In the past, I have been disappointed with some of the videos I have purchased. They were either too simple, didn't fit what I was trying to do or the situation I was in or they were just an outright rip-off.

With that said, I will be reviewing any videos I buy in the future, both to rehash what I learned and to give everyone else some insight before they pony up their hard earned cash.

One of my main goals this off-season was to retool our defensive back play, including our fundamentals and drills. After soliciting the services of the CoachHuey message board, I was pointed towards the Coaches Choice videos authored by Nick Rapone.
When the DVD's were made, Rapone was a DBs coach at Temple. He is currently the Defensive Coordinator for the University of Delaware.

This video is actually a set of six different ones CoachRapone has made. I had a 50% off holiday coupon code and I used a digital download, so I actually paid about $38 for six DVDs! That is cheaper than you can normally buy one video for! Needless to say, I was pretty proud of myself when I purchased them.

The six videos last just over 3 hours and 30 minutes and cover The Art and Practice of Tackling, Off-Man and Catch-Pass Coverage Techniques, Individual Techniques for Defensive Back Play, Cover 2 Pass Defense, Championship Defensive Back Drills and Bracket and Vice Double Coverage Techniques . It took me a little while to watch all of them and I took meticulous notes while doing so (it's the only way I remember anything nowadays).

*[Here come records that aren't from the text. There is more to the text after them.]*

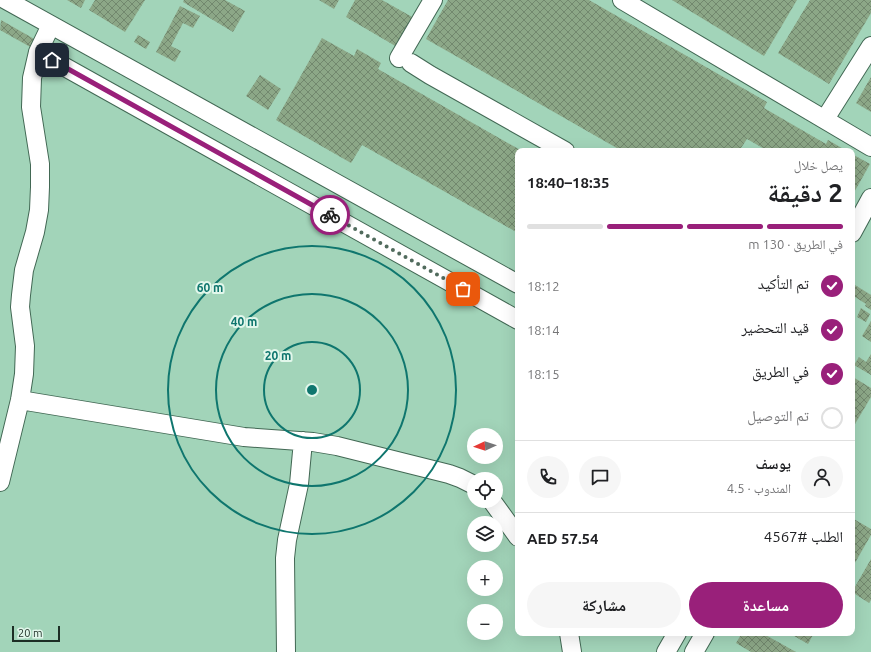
<!DOCTYPE html>
<html lang="ar">
<meta charset="utf-8">
<style>
body{margin:0;font-family:Ubuntu,"Noto Naskh Arabic",sans-serif;background:#f6f6f6;color:#202124;direction:rtl;height:100vh;display:flex;flex-direction:column;font-size:15px;white-space:nowrap}
*{box-sizing:border-box;margin:0}
p{font-size:13px;color:#757577}
.icon{flex:none;width:22px;height:22px;fill:none;stroke:currentColor;stroke-width:2;stroke-linecap:round;stroke-linejoin:round}
.map{position:relative;flex:1;overflow:hidden;direction:ltr}
.side{position:absolute;left:515px;top:148px;width:340px;height:488px;display:flex;flex-direction:column;background:#fff;border-radius:8px;box-shadow:0 4px 16px #0002;direction:rtl}
.side>*{flex:none}
.needle{width:26px;rotate:267deg}
.buttons{position:absolute;left:467px;top:428px;display:grid;gap:8px}
.buttons a{display:grid;place-items:center;width:36px;height:36px;border-radius:50%;background:#fff;box-shadow:0 4px 16px #0002;font-size:20px}
.scale{position:absolute;left:12px;bottom:10px;width:48px;box-sizing:border-box;padding-left:4px;border:2px solid #1d2e25;border-top:0;font-size:11px;line-height:14px;white-space:nowrap;color:#1d2e25;-webkit-text-stroke:3px #e2f7eb;paint-order:stroke}
.pin{position:absolute;display:grid;place-items:center;width:34px;height:34px;color:#fff;margin:-17px;border-radius:8px;box-shadow:0 2px 6px #0006}
.courier{position:absolute;display:grid;place-items:center;width:40px;height:40px;margin:-20px;border:3px solid #99207a;border-radius:50%;background:#fff;color:#222;box-shadow:0 1px 5px #0007}
.summary em{font-style:normal;font-weight:700}
.summary div{display:flex;flex-direction:column-reverse}
.summary{display:flex;align-items:center;justify-content:space-between;height:68px;padding:0 12px}
h1{font-size:26px;font-weight:700;line-height:30px}
.bar{display:grid;grid-template-columns:repeat(4,1fr);gap:6px 4px;align-content:center;height:48px;padding:0 12px}
.bar i{height:5px;border-radius:3px;background:#e0e0e0}
.bar .selected{background:#99207a}
.bar p{grid-column:span 4}
.line{display:flex;align-items:center;gap:10px;padding:0 12px;border-top:1px solid #e0e0e0}
.line div{flex:1}
.round{display:grid;place-items:center;flex:none;width:42px;height:42px;border-radius:21px;background:#f6f6f6}
ol{padding:0 12px;list-style:none}
li{display:flex;align-items:center;gap:12px;height:44px}
li p{margin-inline-start:auto}
li .icon{padding:4px;border-radius:50%;background:#99207a;color:#fff;stroke-width:4}
li:last-child{color:#757577}
li i{width:22px;height:22px;border:2px solid #e0e0e0;border-radius:50%}
.cta{display:flex;gap:8px;margin-top:auto;padding:8px 12px}
.cta a{flex:1;height:46px;border-radius:24px;background:#99207a;color:#fff;font-size:16px;font-weight:700;line-height:46px;text-align:center}
.cta a+a{background:#f6f6f6;color:#202124}
.map>svg:first-child{display:block}
</style>
<div class="map">
<svg width="871" height="652" viewBox="0 0 871 652">
<defs>
<pattern id="building-cross-hatch" width="8" height="8" patternUnits="userSpaceOnUse"><rect width="8" height="8" fill="#8ca787"/><path d="M0 0l8 8M0 8l8-8" fill="none" stroke="#72886e"/></pattern>
</defs>
<rect width="100%" height="100%" fill="#b2dcc5"/>
<path fill="#a2d4b9" fill-rule="evenodd" d="M0 0H871V652H0ZM518 151H852V633H518ZM474 435H496V457H474ZM474 479H496V501H474ZM474 523H496V545H474ZM474 567H496V589H474ZM474 611H496V633H474Z"/>
<path fill="url(#building-cross-hatch)" d="M67 0H85L81 8Z
M95 0H145L125 32 89 10Z
M184 0H225L245 11 233 32 183 2Z
M319 0H339L334 9Z
M355 0H382L414 18 397 47 346 17Z
M448 0H589L767 102 764 108 826 144 828 140 847 151H768L747 139 741 148 747 151H622L426 39Z
M672 0H797L764 56Z
M810 0H871V13L829 84 778 53Z
M180 6 200 16 193 28 183 23 171 46 181 51 175 62 156 52Z
M1 20 36 40 32 48 0 30Z
M138 35 150 42 146 49 134 42Z
M322 38 354 56 357 49 381 63 378 69 522 151H518V233L362 145 351 163 276 120Z
M260 75 281 89 268 110 246 96Z
M871 77V112L856 103Z
M852 154 870 164 852 196Z
M855 285 871 295V310L865 306 866 304 852 295V290Z
M861 308 870 314 866 322 857 317Z
M871 321V342L862 336Z
M871 354V375L854 365 859 357 866 362Z
M853 377 871 388V397L852 429V379Z
M852 518 871 529V535L852 568Z
M871 559V600L869 603 852 592Z
M742 633H762L796 652H751L736 643Z
M789 633H814L808 644Z"/>
<g fill="none" stroke-linecap="round" stroke-linejoin="round">
<defs>
<path id="minor" d="M6 0 518 284
M622 0 871 147
M38 52 518 320
M399 58 433 0
M411 63 430 75 565 151
M825 119 871 46
M852 233 871 198
M20 400 244 437 313 442 337 446 449 474 460 478 474 485
M0 482 20 400 24 374 25 346 20 307 21 295 24 270 35 232 39 210 40 187V164L31 107 32 78 38 52 51 25
M492 501 518 537
M569 633 572 652
M286 652 285 558 287 540 299 484 303 441
M666 652 677 633
M694 652 705 633"/>
</defs>
<use href="#minor" stroke="#426854" stroke-width="20"/>
<use href="#minor" stroke="#fff" stroke-width="18"/>
</g>
<g fill="none" stroke-linecap="round" stroke-linejoin="round">
<path stroke="#516b5d" stroke-width="4" stroke-dasharray="0 7.2" d="M330 215 463 289"/>
<path stroke="#99207a" stroke-width="5" d="M52 60 330 215"/>
</g>
<g fill="none" stroke="#0f766e" stroke-width="2">
<circle cx="312" cy="390" r="48"/>
<circle cx="312" cy="390" r="96"/>
<circle cx="312" cy="390" r="144"/>
</g>
<circle cx="312" cy="390" r="6" fill="#0f766e" stroke="#e2f7eb" stroke-width="2"/>
<g font-size="12" text-anchor="middle" font-weight="bold" fill="#0f766e" stroke="#e2f7eb" stroke-width="4" stroke-linejoin="round" paint-order="stroke">
<text x="210" y="292">60 m</text>
<text x="244" y="326">40 m</text>
<text x="278" y="360">20 m</text>
</g>
</svg>
<div class="buttons">
<a><svg class="needle" viewBox="-14 -14 28 28"><path d="M0-13l5 13h-10z" fill="#e53935"/><path d="M0 13l5-13h-10z" fill="#757577"/></svg></a>
<a><svg class="icon" aria-label="locate" viewBox="0 0 24 24"><circle cx="12" cy="12" r="6"/><path d="M12 2v4M12 18v4M2 12h4M18 12h4"/></svg></a>
<a><svg class="icon" aria-label="layers" viewBox="0 0 24 24"><path d="M12 4l9 5-9 5-9-5zM3 14l9 5 9-5"/></svg></a>
<a>+</a>
<a>−</a>
</div>
<div class="scale">20 m</div>
<div class="pin" style="left:463px;top:289px;background:#ea580c"><svg class="icon" aria-label="bag" viewBox="0 0 24 24"><path d="M5 8h14l-1 12H6zM9 8a3 3 0 0 1 6 0"/></svg></div>
<div class="pin" style="left:52px;top:60px;background:#1f2937"><svg class="icon" aria-label="home" viewBox="0 0 24 24"><path d="M3 11l9-7 9 7M6 9v11h12V9"/></svg></div>
<div class="courier" style="left:330px;top:215px"><svg class="icon" aria-label="bike" viewBox="0 0 24 24"><circle cx="6" cy="16" r="4"/><circle cx="18" cy="16" r="4"/><path d="M6 16l4-8h5l3 8M10 8l3 8H6M13 5h3"/></svg></div>
<section class="side">
<div class="summary"><div><h1>2 دقيقة</h1><p>يصل خلال</p></div><em>18:35–18:40</em></div>
<div class="bar"><i class="selected"></i><i class="selected"></i><i class="selected"></i><i></i><p>في الطريق · 130 m</p></div>
<ol>
<li><svg class="icon" aria-label="check" viewBox="0 0 24 24"><path d="M5 12l5 5 9-10"/></svg>تم التأكيد<p>18:12</p></li>
<li><svg class="icon" aria-label="check" viewBox="0 0 24 24"><path d="M5 12l5 5 9-10"/></svg>قيد التحضير<p>18:14</p></li>
<li><svg class="icon" aria-label="check" viewBox="0 0 24 24"><path d="M5 12l5 5 9-10"/></svg>في الطريق<p>18:15</p></li>
<li><i></i>تم التوصيل</li>
</ol>
<div class="line" style="height:72px"><a class="round"><svg class="icon" aria-label="person" viewBox="0 0 24 24"><circle cx="12" cy="8" r="4"/><path d="M4 21q1-7 8-7t8 7"/></svg></a><div><b>يوسف</b><p>المندوب · 4.5</p></div><a class="round"><svg class="icon" aria-label="chat" viewBox="0 0 24 24"><path d="M4 5h16v11H9l-5 4z"/></svg></a><a class="round"><svg class="icon" aria-label="phone" viewBox="0 0 24 24"><path d="M5 4h4l2 5-3 2q2 4 5 5l2-3 5 2v4C11 20 4 13 5 4z"/></svg></a></div>
<div class="line" style="height:52px"><div>الطلب #4567</div><b>AED 57.54</b></div>
<div class="cta"><a>مساعدة</a><a>مشاركة</a></div>
</section>
</div>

These were by far the best videos I have purchased to date. I would rate the series as a whole an 8/10. Coach Rapone does a great job breaking down the drills he uses and explains the purpose that they serve in his scheme. If there was one pitfall to the series, it was that many of the drills and fundamentals were repeated. The game film wasn't the best quality and it would have been beneficial to have them presented in a Hudl-like manner with arrows and circles so I could focus on what I needed to without having to rewind.

One thing that stuck out to me was how Coach Rapone taught how to break up a comeback route. If the DB is unable to "shoot the hip" and get in front of the wide receiver, he should not come over the top and create contact. Instead, he should go underneath the receiver's arms and separate them away from their body.

Coach Rapone talks in length about how to read a 3-step drop and how to react to different routes while breaking on the upfield shoulder. There are a ton of drills relating to man-to-man schemes, zone schemes and just simple fundamentals any DB would need.

There is a little bit of everything in this set, so if you're an aspiring DB coach, need to learn from the ground up or just want a refreshing look at how to coach DB play, these videos are more than worth the money.

*Note: I will continue to review some of the previous DVDs I have bought in further posts.